Reading from a 28-page written order, Stephenson dissected the case built by Special Prosecutor Patricia Brown Holmes, tearing down the testimony of key state witnesses and largely agreeing with the defense’s argument that the officers at the scene saw the shooting from a different angle than the single dashcam.
“It is not as simple as looking at the reports in comparison to what is depicted on the video,” the judge said. “It has been established that the recovered videos do not show the vantage point of Van Dyke, Walsh, or others who were either facing or to the side of McDonald.”
Stephenson called into question the credibility of a key prosecution witness, Officer Dora Fontaine, noting she “tried to minimize” McDonald’s behavior while she was on the stand but later admitted she told the FBI, the state’s attorney and the inspector general that McDonald was moving closer to police, waving or “swaying” the knife, and making “attacking movements.”
A critical dispute between the prosecution and defense was whether McDonald was a dangerous teen who presented a real threat to police or in the end, a victim. Stephenson made it clear where she landed, saying it was “undisputed and undeniable” that McDonald was an armed offender who continued to walk toward more populous areas the night he was shot.

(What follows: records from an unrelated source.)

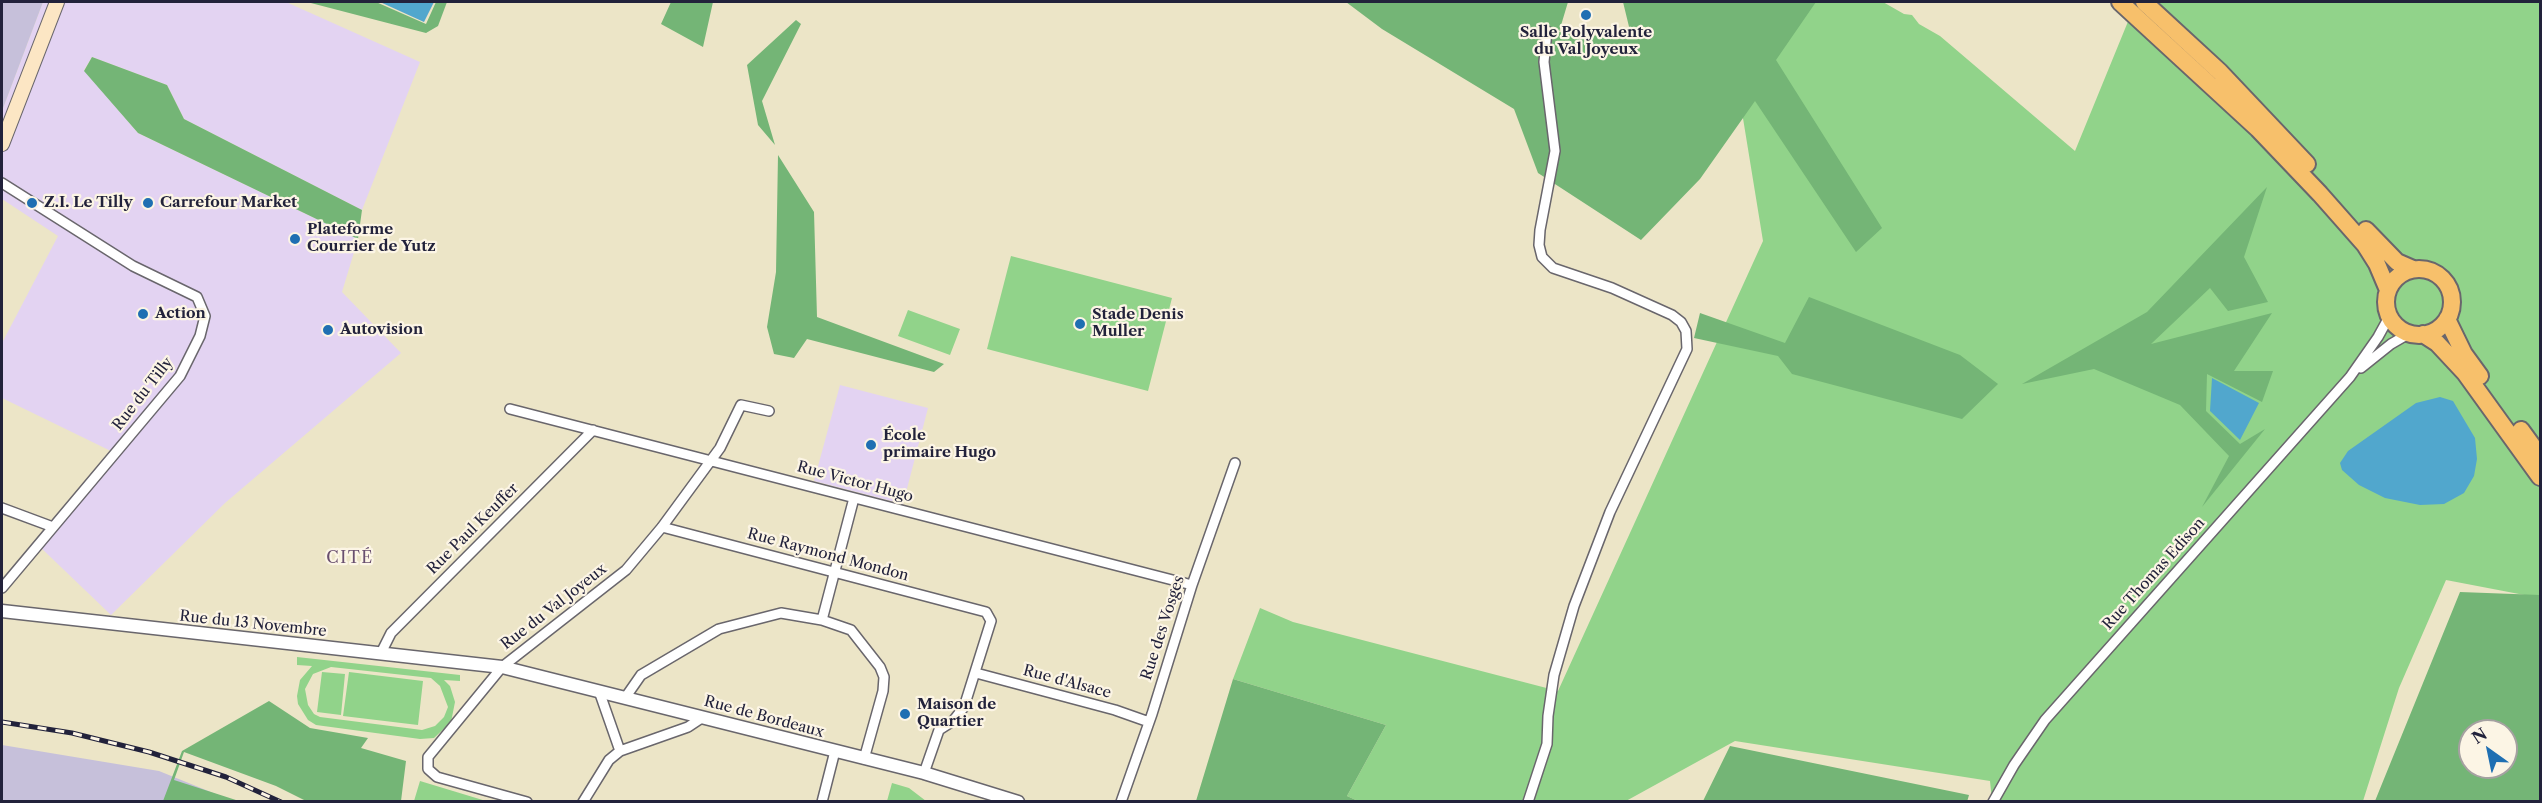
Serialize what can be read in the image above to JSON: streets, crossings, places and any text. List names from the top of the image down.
{
  "streets": {
    "street": [
      "Rue du Tilly",
      "Rue Victor Hugo",
      "Rue Paul Keuffer",
      "Rue Raymond Mondon",
      "Rue Thomas Edison",
      "Rue du Val Joyeux",
      "Rue du 13 Novembre",
      "Rue des Vosges",
      "Rue d'Alsace",
      "Rue de Bordeaux"
    ]
  },
  "crossings": [
    ["Rue Victor Hugo", "Rue Paul Keuffer"],
    ["Rue Victor Hugo", "Rue du Val Joyeux"],
    ["Rue Victor Hugo", "Rue des Vosges"],
    ["Rue Paul Keuffer", "Rue du 13 Novembre"],
    ["Rue Raymond Mondon", "Rue du Val Joyeux"],
    ["Rue Raymond Mondon", "Rue d'Alsace"],
    ["Rue du Val Joyeux", "Rue du 13 Novembre"],
    ["Rue du Val Joyeux", "Rue de Bordeaux"],
    ["Rue du 13 Novembre", "Rue de Bordeaux"],
    ["Rue des Vosges", "Rue d'Alsace"]
  ],
  "districts": ["CITÉ"],
  "places": [
    "Salle Polyvalente du Val Joyeux",
    "Z.I. Le Tilly",
    "Carrefour Market",
    "Plateforme Courrier de Yutz",
    "Action",
    "Stade Denis Muller",
    "Autovision",
    "École primaire Hugo",
    "Maison de Quartier"
  ],
  "north": "top left"
}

Prosecutors repeatedly compared what was in police reports to what the police dashcam video showed. But Stephenson said the case wasn’t as simple as that. The judge noted that two people can view the same event and describe it differently, but that doesn’t mean either is lying. Minor errors in reports are not crimes, the judge said.
As Stephenson paged through her order, McDonald’s great uncle, Rev. Marvin Hunter, frowned from his seat in the last row of the courtroom gallery. As Stephenson stepped away after announcing her conclusion, the baritone voice of Walsh’s lawyer, veteran defense attorney Thomas Breen, could be heard over the chatter from a packed courtroom gallery that held dozens of police officers, union officials and other supporters.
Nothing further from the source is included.